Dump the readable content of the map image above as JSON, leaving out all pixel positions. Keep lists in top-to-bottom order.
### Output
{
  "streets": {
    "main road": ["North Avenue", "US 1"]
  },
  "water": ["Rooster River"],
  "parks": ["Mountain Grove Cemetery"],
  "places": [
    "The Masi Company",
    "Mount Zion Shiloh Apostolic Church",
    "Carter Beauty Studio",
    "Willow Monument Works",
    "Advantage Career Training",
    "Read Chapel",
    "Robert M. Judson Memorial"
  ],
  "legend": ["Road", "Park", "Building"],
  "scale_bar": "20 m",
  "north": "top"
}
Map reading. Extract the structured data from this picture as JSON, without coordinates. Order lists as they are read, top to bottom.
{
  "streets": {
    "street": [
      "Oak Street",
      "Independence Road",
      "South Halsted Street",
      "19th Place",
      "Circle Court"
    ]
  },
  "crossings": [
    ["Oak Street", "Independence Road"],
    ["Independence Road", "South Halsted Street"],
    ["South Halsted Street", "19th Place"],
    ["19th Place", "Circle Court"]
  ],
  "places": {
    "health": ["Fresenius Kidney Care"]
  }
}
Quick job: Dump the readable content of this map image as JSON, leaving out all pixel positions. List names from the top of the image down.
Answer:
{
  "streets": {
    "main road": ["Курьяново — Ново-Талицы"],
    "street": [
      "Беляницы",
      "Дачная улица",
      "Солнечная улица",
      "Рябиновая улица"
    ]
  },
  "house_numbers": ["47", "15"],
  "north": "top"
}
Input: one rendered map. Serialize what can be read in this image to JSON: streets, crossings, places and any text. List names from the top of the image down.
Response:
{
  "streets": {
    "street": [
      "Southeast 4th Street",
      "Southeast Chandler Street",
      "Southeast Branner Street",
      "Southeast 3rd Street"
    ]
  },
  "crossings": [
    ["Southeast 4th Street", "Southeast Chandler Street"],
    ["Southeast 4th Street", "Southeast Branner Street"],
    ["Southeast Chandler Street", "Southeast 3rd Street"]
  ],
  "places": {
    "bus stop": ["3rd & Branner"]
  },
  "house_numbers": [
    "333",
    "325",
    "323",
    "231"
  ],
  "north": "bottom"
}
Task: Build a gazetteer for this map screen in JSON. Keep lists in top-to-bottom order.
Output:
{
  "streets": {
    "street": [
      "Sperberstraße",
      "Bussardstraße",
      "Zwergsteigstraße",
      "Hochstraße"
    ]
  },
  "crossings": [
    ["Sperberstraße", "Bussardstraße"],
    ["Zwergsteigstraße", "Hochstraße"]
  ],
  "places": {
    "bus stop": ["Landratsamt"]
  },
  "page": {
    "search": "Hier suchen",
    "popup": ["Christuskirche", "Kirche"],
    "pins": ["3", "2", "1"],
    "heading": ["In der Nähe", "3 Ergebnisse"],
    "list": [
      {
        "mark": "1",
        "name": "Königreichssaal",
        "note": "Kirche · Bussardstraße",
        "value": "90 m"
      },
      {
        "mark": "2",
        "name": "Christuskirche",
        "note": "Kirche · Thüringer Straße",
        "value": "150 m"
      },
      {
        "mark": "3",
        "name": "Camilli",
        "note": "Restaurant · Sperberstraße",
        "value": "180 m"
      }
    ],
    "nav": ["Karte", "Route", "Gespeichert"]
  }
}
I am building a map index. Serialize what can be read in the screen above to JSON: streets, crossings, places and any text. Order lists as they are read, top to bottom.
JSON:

■ ■ ■ ■

Task item: Write every line of the entries again, word for word.

Answer:
Dump the readable content of the map image above as JSON, leaving out all pixel positions. Keep lists in top-to-bottom order.
### Output
{
  "streets": {
    "main road": ["North Avenue", "US 1"]
  },
  "water": ["Rooster River"],
  "parks": ["Mountain Grove Cemetery"],
  "places": [
    "The Masi Company",
    "Mount Zion Shiloh Apostolic Church",
    "Carter Beauty Studio",
    "Willow Monument Works",
    "Advantage Career Training",
    "Read Chapel",
    "Robert M. Judson Memorial"
  ],
  "legend": ["Road", "Park", "Building"],
  "scale_bar": "20 m",
  "north": "top"
}
Map reading. Extract the structured data from this picture as JSON, without coordinates. Order lists as they are read, top to bottom.
{
  "streets": {
    "street": [
      "Oak Street",
      "Independence Road",
      "South Halsted Street",
      "19th Place",
      "Circle Court"
    ]
  },
  "crossings": [
    ["Oak Street", "Independence Road"],
    ["Independence Road", "South Halsted Street"],
    ["South Halsted Street", "19th Place"],
    ["19th Place", "Circle Court"]
  ],
  "places": {
    "health": ["Fresenius Kidney Care"]
  }
}
Quick job: Dump the readable content of this map image as JSON, leaving out all pixel positions. List names from the top of the image down.
Answer:
{
  "streets": {
    "main road": ["Курьяново — Ново-Талицы"],
    "street": [
      "Беляницы",
      "Дачная улица",
      "Солнечная улица",
      "Рябиновая улица"
    ]
  },
  "house_numbers": ["47", "15"],
  "north": "top"
}
Input: one rendered map. Serialize what can be read in this image to JSON: streets, crossings, places and any text. List names from the top of the image down.
Response:
{
  "streets": {
    "street": [
      "Southeast 4th Street",
      "Southeast Chandler Street",
      "Southeast Branner Street",
      "Southeast 3rd Street"
    ]
  },
  "crossings": [
    ["Southeast 4th Street", "Southeast Chandler Street"],
    ["Southeast 4th Street", "Southeast Branner Street"],
    ["Southeast Chandler Street", "Southeast 3rd Street"]
  ],
  "places": {
    "bus stop": ["3rd & Branner"]
  },
  "house_numbers": [
    "333",
    "325",
    "323",
    "231"
  ],
  "north": "bottom"
}
Task: Build a gazetteer for this map screen in JSON. Keep lists in top-to-bottom order.
Output:
{
  "streets": {
    "street": [
      "Sperberstraße",
      "Bussardstraße",
      "Zwergsteigstraße",
      "Hochstraße"
    ]
  },
  "crossings": [
    ["Sperberstraße", "Bussardstraße"],
    ["Zwergsteigstraße", "Hochstraße"]
  ],
  "places": {
    "bus stop": ["Landratsamt"]
  },
  "page": {
    "search": "Hier suchen",
    "popup": ["Christuskirche", "Kirche"],
    "pins": ["3", "2", "1"],
    "heading": ["In der Nähe", "3 Ergebnisse"],
    "list": [
      {
        "mark": "1",
        "name": "Königreichssaal",
        "note": "Kirche · Bussardstraße",
        "value": "90 m"
      },
      {
        "mark": "2",
        "name": "Christuskirche",
        "note": "Kirche · Thüringer Straße",
        "value": "150 m"
      },
      {
        "mark": "3",
        "name": "Camilli",
        "note": "Restaurant · Sperberstraße",
        "value": "180 m"
      }
    ],
    "nav": ["Karte", "Route", "Gespeichert"]
  }
}
I am building a map index. Serialize what can be read in the screen above to JSON: streets, crossings, places and any text. Order lists as they are read, top to bottom.
JSON:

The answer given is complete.